**What this task involves:** The printed result should hold only the lines from the opening of the data through the line bearing "position:relative; width:892px; height:2270px;", exactly as given and without pictures.

(Data items)
-=-=-=-=-

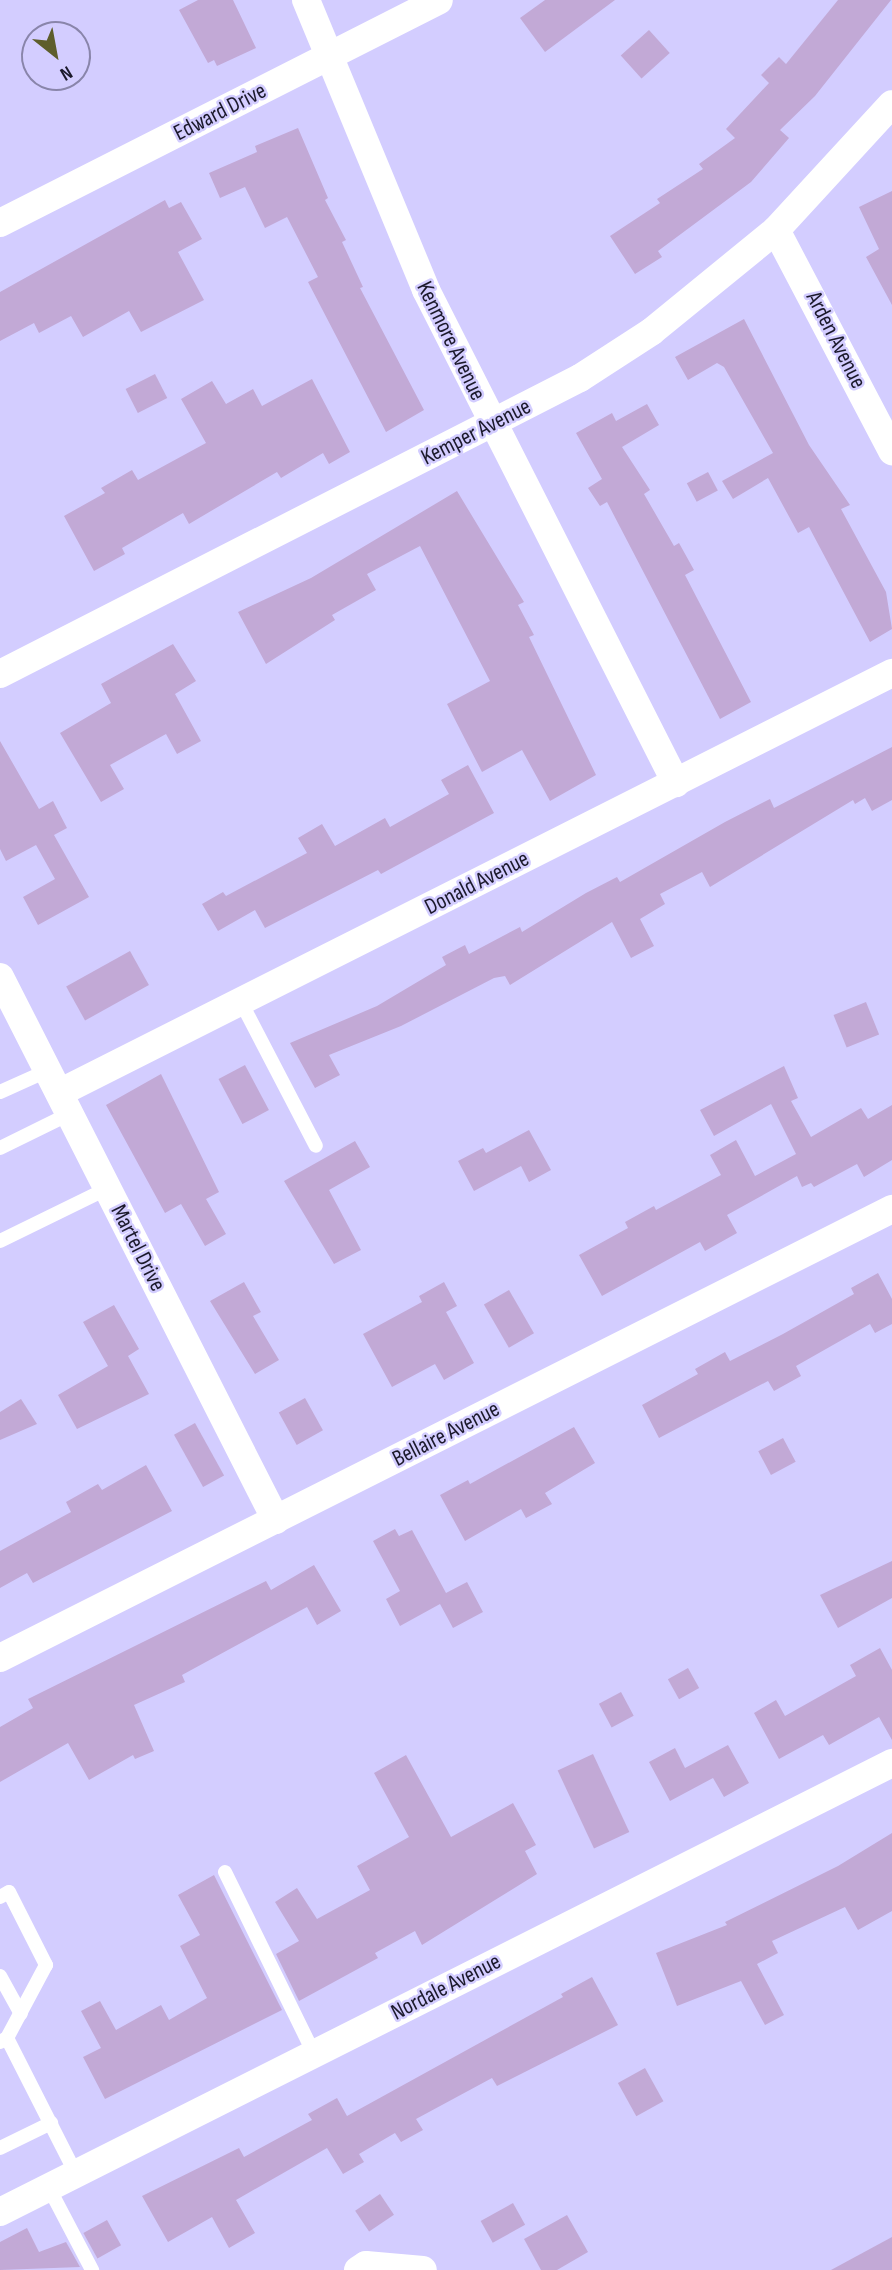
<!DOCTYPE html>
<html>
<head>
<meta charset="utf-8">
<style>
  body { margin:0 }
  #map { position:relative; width:892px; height:2270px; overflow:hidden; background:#d3cdff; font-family:"Sofia Sans Condensed",sans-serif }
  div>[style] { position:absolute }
  .building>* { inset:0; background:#c2a9d6; transform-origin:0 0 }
  .service>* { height:14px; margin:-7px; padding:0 7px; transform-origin:7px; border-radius:7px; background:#fff }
  .minor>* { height:28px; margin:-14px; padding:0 14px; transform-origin:14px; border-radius:14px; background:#fff }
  span { translate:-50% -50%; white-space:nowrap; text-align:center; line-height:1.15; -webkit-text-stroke:5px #d3cdff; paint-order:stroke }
  .street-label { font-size:23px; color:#1b192b }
  .north { position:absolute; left:21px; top:21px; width:70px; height:70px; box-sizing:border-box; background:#d3cdff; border:2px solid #8985aa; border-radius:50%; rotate:149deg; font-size:19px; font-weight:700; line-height:28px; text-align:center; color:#1b192b }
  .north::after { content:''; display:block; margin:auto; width:24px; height:32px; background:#5e5e2c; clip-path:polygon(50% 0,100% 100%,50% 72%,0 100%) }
</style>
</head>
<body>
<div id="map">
  <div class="building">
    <i style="clip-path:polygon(198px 0,233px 0,256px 48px,217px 66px,214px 60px,208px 63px,179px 10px)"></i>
    <i style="clip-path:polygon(545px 0,615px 0,545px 52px,520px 18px)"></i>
    <i style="clip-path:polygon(838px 0,891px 0,815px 96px,780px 130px,789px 138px,751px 182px,658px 251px,662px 257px,635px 274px,610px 236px,660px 203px,657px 199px,703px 169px,699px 164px,735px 138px,726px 129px,769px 83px,761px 75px,779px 57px,786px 64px)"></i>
    <i style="left:649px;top:30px;width:31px;height:38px;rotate:48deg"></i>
    <i style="clip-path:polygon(298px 128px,328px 198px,325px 200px,346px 240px,342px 242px,363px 287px,360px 288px,424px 410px,386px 432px,308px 282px,318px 277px,287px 217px,265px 228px,245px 187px,220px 198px,209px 173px,257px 152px,255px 146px)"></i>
    <i style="clip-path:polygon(892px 191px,892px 305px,866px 257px,879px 249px,859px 207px)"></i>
    <i style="clip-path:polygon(165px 200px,169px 208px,181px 202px,202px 239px,178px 252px,204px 300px,141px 332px,129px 311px,83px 337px,71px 316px,39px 333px,34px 323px,0 341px,0 292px)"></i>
    <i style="clip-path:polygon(744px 319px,809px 445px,850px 505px,841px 509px,886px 592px,892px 629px,870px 642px,809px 527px,798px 533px,768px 478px,733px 499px,722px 481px,773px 453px,724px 367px,717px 363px,688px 380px,675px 357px)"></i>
    <i style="left:155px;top:374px;width:27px;height:33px;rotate:63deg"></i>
    <i style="clip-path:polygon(312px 379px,350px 452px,329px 464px,323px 453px,281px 478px,277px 472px,189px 524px,183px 513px,122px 548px,125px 554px,94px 571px,64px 516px,105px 493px,101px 488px,132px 470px,138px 480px,206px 443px,181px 399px,212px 381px,226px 404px,253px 389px,262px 406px)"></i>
    <i style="clip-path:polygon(647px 404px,659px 425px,622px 447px,650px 490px,644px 494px,674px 546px,679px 543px,694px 570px,685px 575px,751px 702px,720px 719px,607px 502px,600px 506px,588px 488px,602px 479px,576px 433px,612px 413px,616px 421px)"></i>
    <i style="left:708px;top:472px;width:21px;height:24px;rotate:62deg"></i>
    <i style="clip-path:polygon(457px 491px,524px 602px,518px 605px,534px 635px,529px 637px,596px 775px,550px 801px,522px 750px,482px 772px,468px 745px,447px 704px,490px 681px,420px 546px,367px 574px,376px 590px,332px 615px,335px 620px,266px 664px,238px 612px,311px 578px)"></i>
    <i style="clip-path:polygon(173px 644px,196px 681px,175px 694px,201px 741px,177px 754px,166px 734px,110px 765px,124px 789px,101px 802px,60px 733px,111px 703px,101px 684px)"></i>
    <i style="clip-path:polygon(0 741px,39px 809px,53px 801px,67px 828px,54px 835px,89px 897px,38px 925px,23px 897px,55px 879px,36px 845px,6px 861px,0 849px)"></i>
    <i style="clip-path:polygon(892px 747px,892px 800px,872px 811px,865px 798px,855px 804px,853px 800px,710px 887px,702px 872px,660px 894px,665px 904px,640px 919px,654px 946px,631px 958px,612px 922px,510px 985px,505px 976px,494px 978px,401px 1026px,329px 1055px,340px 1075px,315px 1088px,290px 1043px,377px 1006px,446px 965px,442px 957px,465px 945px,469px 954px,520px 927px,522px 932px,586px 893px,617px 877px,620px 882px,725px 822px,770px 799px,774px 808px)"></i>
    <i style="clip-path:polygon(468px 765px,494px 813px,381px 874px,378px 870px,265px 928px,255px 910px,218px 931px,202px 904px,223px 892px,226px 896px,307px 853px,298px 838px,322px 824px,335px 846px,385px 818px,390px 827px,449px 794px,441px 780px)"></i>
    <i style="left:130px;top:951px;width:39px;height:73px;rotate:61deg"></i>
    <i style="left:866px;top:1002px;width:35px;height:35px;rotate:68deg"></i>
    <i style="left:245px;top:1065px;width:51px;height:30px;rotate:62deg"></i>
    <i style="clip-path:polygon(784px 1066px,798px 1098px,791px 1101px,811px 1137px,861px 1108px,868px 1119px,892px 1105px,892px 1160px,864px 1177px,857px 1164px,814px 1187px,811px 1183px,802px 1187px,797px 1176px,727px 1215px,737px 1233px,705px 1251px,700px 1242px,602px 1296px,579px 1255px,628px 1228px,625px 1222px,654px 1206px,656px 1210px,721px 1175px,710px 1155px,736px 1140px,755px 1176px,796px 1154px,771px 1104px,714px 1136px,700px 1110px)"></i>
    <i style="clip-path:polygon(161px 1074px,219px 1192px,206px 1199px,226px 1234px,205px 1246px,181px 1204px,165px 1213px,106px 1105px)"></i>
    <i style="clip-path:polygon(529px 1130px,551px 1170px,529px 1182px,521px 1166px,474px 1191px,458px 1161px,483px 1148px,486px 1153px)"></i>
    <i style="clip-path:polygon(355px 1141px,370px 1167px,329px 1190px,361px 1250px,334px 1264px,284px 1181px)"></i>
    <i style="clip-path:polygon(878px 1273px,892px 1299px,892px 1324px,875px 1333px,870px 1324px,796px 1366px,801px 1376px,774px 1391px,768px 1381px,659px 1438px,642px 1405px,698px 1374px,695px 1369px,725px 1352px,730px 1361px,783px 1334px,854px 1294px,851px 1288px)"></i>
    <i style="clip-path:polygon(244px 1282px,261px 1312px,253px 1316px,279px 1360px,255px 1374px,210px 1301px)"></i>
    <i style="clip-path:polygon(444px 1282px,457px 1306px,446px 1312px,474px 1363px,444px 1380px,435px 1364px,392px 1387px,363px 1334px,422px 1302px,419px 1296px)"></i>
    <i style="left:509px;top:1290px;width:50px;height:29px;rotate:60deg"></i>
    <i style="clip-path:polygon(114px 1305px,139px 1349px,128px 1356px,149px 1394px,77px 1429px,58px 1395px,108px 1366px,83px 1322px)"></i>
    <i style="left:305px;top:1398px;width:37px;height:30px;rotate:61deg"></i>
    <i style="clip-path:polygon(21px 1399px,37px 1424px,0 1440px,0 1412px)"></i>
    <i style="left:195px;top:1423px;width:60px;height:24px;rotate:61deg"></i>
    <i style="clip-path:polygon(574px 1427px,595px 1463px,545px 1493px,552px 1504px,526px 1518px,521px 1509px,465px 1541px,440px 1495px,468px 1480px,470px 1484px)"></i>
    <i style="left:783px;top:1438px;width:27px;height:28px;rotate:62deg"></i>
    <i style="clip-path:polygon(146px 1465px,172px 1511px,33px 1583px,27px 1573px,0 1588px,0 1551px,71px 1512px,66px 1502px,98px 1484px,102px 1490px)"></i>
    <i style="clip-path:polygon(395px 1529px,399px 1536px,412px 1530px,446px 1593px,467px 1582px,483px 1612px,453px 1628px,440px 1604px,400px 1626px,386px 1599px,400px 1591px,373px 1541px)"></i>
    <i style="clip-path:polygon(892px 1561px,892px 1598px,838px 1628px,820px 1595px)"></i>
    <i style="clip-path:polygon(314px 1565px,341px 1611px,317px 1625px,307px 1607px,182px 1675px,185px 1682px,134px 1705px,154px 1751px,135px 1759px,133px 1755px,89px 1780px,68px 1743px,0 1782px,0 1727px,33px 1708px,28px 1699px,266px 1581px,271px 1590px)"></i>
    <i style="clip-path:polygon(880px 1648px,892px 1670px,892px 1740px,879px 1717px,829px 1745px,823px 1735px,779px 1759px,754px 1713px,776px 1700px,785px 1716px,856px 1676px,850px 1665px)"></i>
    <i style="left:688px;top:1668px;width:23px;height:23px;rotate:61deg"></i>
    <i style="left:621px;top:1692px;width:27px;height:25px;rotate:62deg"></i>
    <i style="clip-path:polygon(728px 1745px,749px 1783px,724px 1797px,713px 1778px,670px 1801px,649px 1762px,675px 1748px,685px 1768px)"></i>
    <i style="left:593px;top:1754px;width:86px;height:39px;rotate:65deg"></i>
    <i style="clip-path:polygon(406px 1755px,451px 1837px,513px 1803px,536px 1845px,525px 1851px,537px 1874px,422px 1945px,415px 1931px,375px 1953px,378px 1958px,299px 2001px,276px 1954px,299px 1941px,275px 1902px,297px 1888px,317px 1919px,370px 1890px,357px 1866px,409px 1837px,374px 1773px)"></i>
    <i style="clip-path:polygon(892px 1833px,892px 1911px,858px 1930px,845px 1907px,772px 1941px,778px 1953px,757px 1964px,784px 2015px,765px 2025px,741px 1981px,677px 2006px,656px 1953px,727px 1925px,725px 1922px,838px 1866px)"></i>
    <i style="clip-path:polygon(214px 1875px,282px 2010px,105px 2099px,83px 2057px,101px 2048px,81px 2011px,100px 2001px,116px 2030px,161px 2005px,169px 2020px,207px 1998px,180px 1946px,200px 1935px,178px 1895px)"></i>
    <i style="clip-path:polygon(592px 1977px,618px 2025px,497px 2086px,492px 2078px,416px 2119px,423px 2130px,401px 2142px,395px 2133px,359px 2154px,364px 2162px,343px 2174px,327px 2148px,236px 2200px,255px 2233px,229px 2248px,212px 2217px,168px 2242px,142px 2196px,239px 2148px,244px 2157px,312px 2120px,308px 2114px,337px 2098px,347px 2116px,563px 1997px,561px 1994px)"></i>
    <i style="left:645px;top:2068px;width:38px;height:31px;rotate:61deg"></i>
    <i style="left:380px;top:2194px;width:25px;height:30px;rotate:56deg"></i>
    <i style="left:513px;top:2203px;width:25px;height:37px;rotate:61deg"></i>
    <i style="clip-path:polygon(567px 2215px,588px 2252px,557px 2270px,541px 2270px,524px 2239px)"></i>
    <i style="left:107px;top:2220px;width:29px;height:27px;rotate:61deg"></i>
    <i style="clip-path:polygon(27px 2228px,39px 2252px,66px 2242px,80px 2267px,0 2270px,0 2242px)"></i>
    <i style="clip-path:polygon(892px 2237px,892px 2270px,831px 2270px)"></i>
  </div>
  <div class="service">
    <i style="left:241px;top:1002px;width:162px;rotate:62.5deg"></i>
    <i style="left:0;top:1092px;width:54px;rotate:-24.2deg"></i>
    <i style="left:0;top:1148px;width:79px;rotate:-26.2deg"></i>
    <i style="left:0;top:1241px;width:120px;rotate:-26.1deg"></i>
    <i style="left:225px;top:1872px;width:203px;rotate:63.9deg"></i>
    <i style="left:0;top:1897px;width:10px;rotate:-29deg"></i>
    <i style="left:9px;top:1892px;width:82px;rotate:63.1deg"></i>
    <i style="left:46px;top:1965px;width:83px;rotate:118.1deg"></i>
    <i style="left:0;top:1976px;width:43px;rotate:61.1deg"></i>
    <i style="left:0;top:2042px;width:8px;rotate:-30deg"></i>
    <i style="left:7px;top:2038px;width:153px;rotate:63.1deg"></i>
    <i style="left:0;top:2148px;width:57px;rotate:-26.1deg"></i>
    <i style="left:49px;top:2188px;width:93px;rotate:62.3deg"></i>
  </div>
  <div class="minor">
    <i style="left:306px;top:0;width:314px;rotate:67.5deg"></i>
    <i style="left:426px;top:290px;width:553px;rotate:63.11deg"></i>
    <i style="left:0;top:223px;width:492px;rotate:-26.9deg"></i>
    <i style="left:776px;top:230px;width:250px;rotate:62.3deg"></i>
    <i style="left:0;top:674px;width:651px;rotate:-27.04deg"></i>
    <i style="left:580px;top:378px;width:85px;rotate:-32.9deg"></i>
    <i style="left:651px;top:332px;width:161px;rotate:-39.2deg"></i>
    <i style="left:776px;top:230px;width:171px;rotate:-47.4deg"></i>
    <i style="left:0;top:977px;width:609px;rotate:63.06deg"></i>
    <i style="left:61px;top:1092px;width:931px;rotate:-26.76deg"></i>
    <i style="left:0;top:1658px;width:999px;rotate:-26.72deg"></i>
    <i style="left:0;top:2212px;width:999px;rotate:-26.72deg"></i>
    <i style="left:358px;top:2270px;width:9px;rotate:-32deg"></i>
    <i style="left:366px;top:2265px;width:57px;rotate:5deg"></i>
  </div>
  <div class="street-label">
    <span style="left:220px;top:112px;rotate:-27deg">Edward Drive</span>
    <span style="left:836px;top:340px;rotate:63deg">Arden Avenue</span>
    <span style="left:451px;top:341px;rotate:64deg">Kenmore Avenue</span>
    <span style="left:476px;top:432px;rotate:-27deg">Kemper Avenue</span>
    <span style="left:477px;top:883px;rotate:-27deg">Donald Avenue</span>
    <span style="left:138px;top:1248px;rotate:63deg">Martel Drive</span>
    <span style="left:446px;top:1434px;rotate:-27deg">Bellaire Avenue</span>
    <span style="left:446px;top:1987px;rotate:-27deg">Nordale Avenue</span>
  </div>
  <div class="north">N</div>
</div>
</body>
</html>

-=-=-=-=-

**Reply:**
<!DOCTYPE html>
<html>
<head>
<meta charset="utf-8">
<style>
  body { margin:0 }
  #map { position:relative; width:892px; height:2270px; overflow:hidden; background:#d3cdff; font-family:"Sofia Sans Condensed",sans-serif }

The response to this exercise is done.